| Requirement |
Reproduce the data, keeping every word exactly as it is.

| Input for this task |
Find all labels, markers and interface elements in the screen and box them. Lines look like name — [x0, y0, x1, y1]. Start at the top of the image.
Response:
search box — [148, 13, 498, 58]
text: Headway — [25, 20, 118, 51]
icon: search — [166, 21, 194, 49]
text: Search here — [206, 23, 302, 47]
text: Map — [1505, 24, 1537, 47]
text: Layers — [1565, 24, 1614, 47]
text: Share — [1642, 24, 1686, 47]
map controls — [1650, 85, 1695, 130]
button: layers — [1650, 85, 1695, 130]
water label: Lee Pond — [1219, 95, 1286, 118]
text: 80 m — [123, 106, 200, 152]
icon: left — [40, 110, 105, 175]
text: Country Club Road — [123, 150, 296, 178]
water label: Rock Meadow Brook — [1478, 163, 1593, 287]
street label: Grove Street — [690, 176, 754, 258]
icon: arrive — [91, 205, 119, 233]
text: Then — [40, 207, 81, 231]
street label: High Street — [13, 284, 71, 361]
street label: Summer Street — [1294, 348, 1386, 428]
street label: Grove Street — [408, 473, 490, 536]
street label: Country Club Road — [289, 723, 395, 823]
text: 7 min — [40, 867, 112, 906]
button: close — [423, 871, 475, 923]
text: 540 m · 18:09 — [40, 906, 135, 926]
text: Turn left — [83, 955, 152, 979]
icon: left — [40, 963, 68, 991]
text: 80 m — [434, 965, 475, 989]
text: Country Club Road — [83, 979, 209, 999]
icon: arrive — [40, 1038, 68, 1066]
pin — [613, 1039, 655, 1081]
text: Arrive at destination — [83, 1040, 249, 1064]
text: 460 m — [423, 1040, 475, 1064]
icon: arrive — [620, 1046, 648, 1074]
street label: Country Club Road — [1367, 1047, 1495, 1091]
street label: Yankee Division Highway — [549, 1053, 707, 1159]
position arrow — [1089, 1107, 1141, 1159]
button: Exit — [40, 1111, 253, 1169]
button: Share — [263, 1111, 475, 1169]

| Written answer |
Find all labels, markers and interface elements in the screen and box them. Lines look like name — [x0, y0, x1, y1]. Start at the top of the image.
Response:
search box — [148, 13, 498, 58]
text: Headway — [25, 20, 118, 51]
icon: search — [166, 21, 194, 49]
text: Search here — [206, 23, 302, 47]
text: Map — [1505, 24, 1537, 47]
text: Layers — [1565, 24, 1614, 47]
text: Share — [1642, 24, 1686, 47]
map controls — [1650, 85, 1695, 130]
button: layers — [1650, 85, 1695, 130]
water label: Lee Pond — [1219, 95, 1286, 118]
text: 80 m — [123, 106, 200, 152]
icon: left — [40, 110, 105, 175]
text: Country Club Road — [123, 150, 296, 178]
water label: Rock Meadow Brook — [1478, 163, 1593, 287]
street label: Grove Street — [690, 176, 754, 258]
icon: arrive — [91, 205, 119, 233]
text: Then — [40, 207, 81, 231]
street label: High Street — [13, 284, 71, 361]
street label: Summer Street — [1294, 348, 1386, 428]
street label: Grove Street — [408, 473, 490, 536]
street label: Country Club Road — [289, 723, 395, 823]
text: 7 min — [40, 867, 112, 906]
button: close — [423, 871, 475, 923]
text: 540 m · 18:09 — [40, 906, 135, 926]
text: Turn left — [83, 955, 152, 979]
icon: left — [40, 963, 68, 991]
text: 80 m — [434, 965, 475, 989]
text: Country Club Road — [83, 979, 209, 999]
icon: arrive — [40, 1038, 68, 1066]
pin — [613, 1039, 655, 1081]
text: Arrive at destination — [83, 1040, 249, 1064]
text: 460 m — [423, 1040, 475, 1064]
icon: arrive — [620, 1046, 648, 1074]
street label: Country Club Road — [1367, 1047, 1495, 1091]
street label: Yankee Division Highway — [549, 1053, 707, 1159]
position arrow — [1089, 1107, 1141, 1159]
button: Exit — [40, 1111, 253, 1169]
button: Share — [263, 1111, 475, 1169]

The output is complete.